• _Aim of the exercise_
Every record that follows should be output exactly as it is given.

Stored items

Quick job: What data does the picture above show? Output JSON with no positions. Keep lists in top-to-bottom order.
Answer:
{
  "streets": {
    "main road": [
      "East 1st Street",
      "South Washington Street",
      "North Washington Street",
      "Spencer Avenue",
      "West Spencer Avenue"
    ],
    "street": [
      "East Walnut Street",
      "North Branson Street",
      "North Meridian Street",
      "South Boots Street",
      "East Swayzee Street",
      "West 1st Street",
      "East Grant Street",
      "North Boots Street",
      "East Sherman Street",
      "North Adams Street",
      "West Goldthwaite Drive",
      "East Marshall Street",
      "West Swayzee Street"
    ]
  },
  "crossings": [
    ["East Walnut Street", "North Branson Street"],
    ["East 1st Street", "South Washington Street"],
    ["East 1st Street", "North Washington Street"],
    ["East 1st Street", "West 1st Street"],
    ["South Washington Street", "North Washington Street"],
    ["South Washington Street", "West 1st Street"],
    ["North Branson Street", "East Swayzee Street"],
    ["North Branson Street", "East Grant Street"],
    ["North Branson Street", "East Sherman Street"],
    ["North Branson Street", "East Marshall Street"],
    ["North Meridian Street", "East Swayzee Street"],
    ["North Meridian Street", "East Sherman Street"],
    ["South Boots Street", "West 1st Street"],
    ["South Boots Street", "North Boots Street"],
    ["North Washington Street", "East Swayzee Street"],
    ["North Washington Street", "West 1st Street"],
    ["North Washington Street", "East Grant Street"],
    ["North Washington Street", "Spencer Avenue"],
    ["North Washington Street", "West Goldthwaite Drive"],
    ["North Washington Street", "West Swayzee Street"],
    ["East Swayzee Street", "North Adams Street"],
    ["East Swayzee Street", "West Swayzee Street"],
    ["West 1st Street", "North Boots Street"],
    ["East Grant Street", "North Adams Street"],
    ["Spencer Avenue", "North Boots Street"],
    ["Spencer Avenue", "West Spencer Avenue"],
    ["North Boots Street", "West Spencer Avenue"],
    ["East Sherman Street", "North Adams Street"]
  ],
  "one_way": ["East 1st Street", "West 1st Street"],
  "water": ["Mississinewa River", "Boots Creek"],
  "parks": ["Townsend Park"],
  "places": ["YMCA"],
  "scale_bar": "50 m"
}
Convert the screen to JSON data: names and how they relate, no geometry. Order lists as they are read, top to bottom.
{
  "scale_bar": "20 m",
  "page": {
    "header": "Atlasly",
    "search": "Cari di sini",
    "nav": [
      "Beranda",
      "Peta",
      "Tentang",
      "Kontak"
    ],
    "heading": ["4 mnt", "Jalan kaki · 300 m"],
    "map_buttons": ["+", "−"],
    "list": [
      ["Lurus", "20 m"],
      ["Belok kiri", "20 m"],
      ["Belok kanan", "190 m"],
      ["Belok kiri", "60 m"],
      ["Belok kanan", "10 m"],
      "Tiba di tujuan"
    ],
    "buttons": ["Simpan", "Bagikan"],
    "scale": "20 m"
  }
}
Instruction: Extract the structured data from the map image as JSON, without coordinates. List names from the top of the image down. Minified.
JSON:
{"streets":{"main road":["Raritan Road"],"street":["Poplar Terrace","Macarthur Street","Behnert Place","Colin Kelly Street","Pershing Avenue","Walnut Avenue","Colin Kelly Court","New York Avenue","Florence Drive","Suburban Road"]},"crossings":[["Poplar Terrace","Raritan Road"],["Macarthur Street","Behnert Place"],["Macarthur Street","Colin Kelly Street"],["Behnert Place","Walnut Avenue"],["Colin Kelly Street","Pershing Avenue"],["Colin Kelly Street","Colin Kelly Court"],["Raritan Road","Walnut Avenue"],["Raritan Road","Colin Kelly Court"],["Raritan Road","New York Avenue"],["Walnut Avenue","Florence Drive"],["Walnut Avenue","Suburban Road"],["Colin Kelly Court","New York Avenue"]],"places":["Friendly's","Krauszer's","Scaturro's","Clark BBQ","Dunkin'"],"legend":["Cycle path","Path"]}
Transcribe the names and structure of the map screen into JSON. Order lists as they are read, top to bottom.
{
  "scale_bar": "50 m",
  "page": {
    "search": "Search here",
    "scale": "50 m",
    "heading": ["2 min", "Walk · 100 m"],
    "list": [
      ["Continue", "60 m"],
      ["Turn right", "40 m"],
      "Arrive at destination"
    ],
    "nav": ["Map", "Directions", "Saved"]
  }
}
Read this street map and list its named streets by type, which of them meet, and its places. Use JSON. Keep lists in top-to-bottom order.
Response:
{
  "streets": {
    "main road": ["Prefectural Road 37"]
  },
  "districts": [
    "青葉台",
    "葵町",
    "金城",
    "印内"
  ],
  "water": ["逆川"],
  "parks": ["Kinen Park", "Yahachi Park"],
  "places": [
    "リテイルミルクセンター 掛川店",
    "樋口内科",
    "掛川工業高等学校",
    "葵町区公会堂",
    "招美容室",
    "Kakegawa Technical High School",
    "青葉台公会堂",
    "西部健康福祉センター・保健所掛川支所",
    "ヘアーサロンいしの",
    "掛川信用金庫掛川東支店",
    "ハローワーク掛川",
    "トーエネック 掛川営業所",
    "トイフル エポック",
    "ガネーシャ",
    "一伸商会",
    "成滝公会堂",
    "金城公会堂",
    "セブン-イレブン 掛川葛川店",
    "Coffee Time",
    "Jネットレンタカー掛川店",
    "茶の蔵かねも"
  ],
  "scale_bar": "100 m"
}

• _Solution to this exercise_
Quick job: What data does the picture above show? Output JSON with no positions. Keep lists in top-to-bottom order.
Answer:
{
  "streets": {
    "main road": [
      "East 1st Street",
      "South Washington Street",
      "North Washington Street",
      "Spencer Avenue",
      "West Spencer Avenue"
    ],
    "street": [
      "East Walnut Street",
      "North Branson Street",
      "North Meridian Street",
      "South Boots Street",
      "East Swayzee Street",
      "West 1st Street",
      "East Grant Street",
      "North Boots Street",
      "East Sherman Street",
      "North Adams Street",
      "West Goldthwaite Drive",
      "East Marshall Street",
      "West Swayzee Street"
    ]
  },
  "crossings": [
    ["East Walnut Street", "North Branson Street"],
    ["East 1st Street", "South Washington Street"],
    ["East 1st Street", "North Washington Street"],
    ["East 1st Street", "West 1st Street"],
    ["South Washington Street", "North Washington Street"],
    ["South Washington Street", "West 1st Street"],
    ["North Branson Street", "East Swayzee Street"],
    ["North Branson Street", "East Grant Street"],
    ["North Branson Street", "East Sherman Street"],
    ["North Branson Street", "East Marshall Street"],
    ["North Meridian Street", "East Swayzee Street"],
    ["North Meridian Street", "East Sherman Street"],
    ["South Boots Street", "West 1st Street"],
    ["South Boots Street", "North Boots Street"],
    ["North Washington Street", "East Swayzee Street"],
    ["North Washington Street", "West 1st Street"],
    ["North Washington Street", "East Grant Street"],
    ["North Washington Street", "Spencer Avenue"],
    ["North Washington Street", "West Goldthwaite Drive"],
    ["North Washington Street", "West Swayzee Street"],
    ["East Swayzee Street", "North Adams Street"],
    ["East Swayzee Street", "West Swayzee Street"],
    ["West 1st Street", "North Boots Street"],
    ["East Grant Street", "North Adams Street"],
    ["Spencer Avenue", "North Boots Street"],
    ["Spencer Avenue", "West Spencer Avenue"],
    ["North Boots Street", "West Spencer Avenue"],
    ["East Sherman Street", "North Adams Street"]
  ],
  "one_way": ["East 1st Street", "West 1st Street"],
  "water": ["Mississinewa River", "Boots Creek"],
  "parks": ["Townsend Park"],
  "places": ["YMCA"],
  "scale_bar": "50 m"
}
Convert the screen to JSON data: names and how they relate, no geometry. Order lists as they are read, top to bottom.
{
  "scale_bar": "20 m",
  "page": {
    "header": "Atlasly",
    "search": "Cari di sini",
    "nav": [
      "Beranda",
      "Peta",
      "Tentang",
      "Kontak"
    ],
    "heading": ["4 mnt", "Jalan kaki · 300 m"],
    "map_buttons": ["+", "−"],
    "list": [
      ["Lurus", "20 m"],
      ["Belok kiri", "20 m"],
      ["Belok kanan", "190 m"],
      ["Belok kiri", "60 m"],
      ["Belok kanan", "10 m"],
      "Tiba di tujuan"
    ],
    "buttons": ["Simpan", "Bagikan"],
    "scale": "20 m"
  }
}
Instruction: Extract the structured data from the map image as JSON, without coordinates. List names from the top of the image down. Minified.
JSON:
{"streets":{"main road":["Raritan Road"],"street":["Poplar Terrace","Macarthur Street","Behnert Place","Colin Kelly Street","Pershing Avenue","Walnut Avenue","Colin Kelly Court","New York Avenue","Florence Drive","Suburban Road"]},"crossings":[["Poplar Terrace","Raritan Road"],["Macarthur Street","Behnert Place"],["Macarthur Street","Colin Kelly Street"],["Behnert Place","Walnut Avenue"],["Colin Kelly Street","Pershing Avenue"],["Colin Kelly Street","Colin Kelly Court"],["Raritan Road","Walnut Avenue"],["Raritan Road","Colin Kelly Court"],["Raritan Road","New York Avenue"],["Walnut Avenue","Florence Drive"],["Walnut Avenue","Suburban Road"],["Colin Kelly Court","New York Avenue"]],"places":["Friendly's","Krauszer's","Scaturro's","Clark BBQ","Dunkin'"],"legend":["Cycle path","Path"]}
Transcribe the names and structure of the map screen into JSON. Order lists as they are read, top to bottom.
{
  "scale_bar": "50 m",
  "page": {
    "search": "Search here",
    "scale": "50 m",
    "heading": ["2 min", "Walk · 100 m"],
    "list": [
      ["Continue", "60 m"],
      ["Turn right", "40 m"],
      "Arrive at destination"
    ],
    "nav": ["Map", "Directions", "Saved"]
  }
}
Read this street map and list its named streets by type, which of them meet, and its places. Use JSON. Keep lists in top-to-bottom order.
Response:
{
  "streets": {
    "main road": ["Prefectural Road 37"]
  },
  "districts": [
    "青葉台",
    "葵町",
    "金城",
    "印内"
  ],
  "water": ["逆川"],
  "parks": ["Kinen Park", "Yahachi Park"],
  "places": [
    "リテイルミルクセンター 掛川店",
    "樋口内科",
    "掛川工業高等学校",
    "葵町区公会堂",
    "招美容室",
    "Kakegawa Technical High School",
    "青葉台公会堂",
    "西部健康福祉センター・保健所掛川支所",
    "ヘアーサロンいしの",
    "掛川信用金庫掛川東支店",
    "ハローワーク掛川",
    "トーエネック 掛川営業所",
    "トイフル エポック",
    "ガネーシャ",
    "一伸商会",
    "成滝公会堂",
    "金城公会堂",
    "セブン-イレブン 掛川葛川店",
    "Coffee Time",
    "Jネットレンタカー掛川店",
    "茶の蔵かねも"
  ],
  "scale_bar": "100 m"
}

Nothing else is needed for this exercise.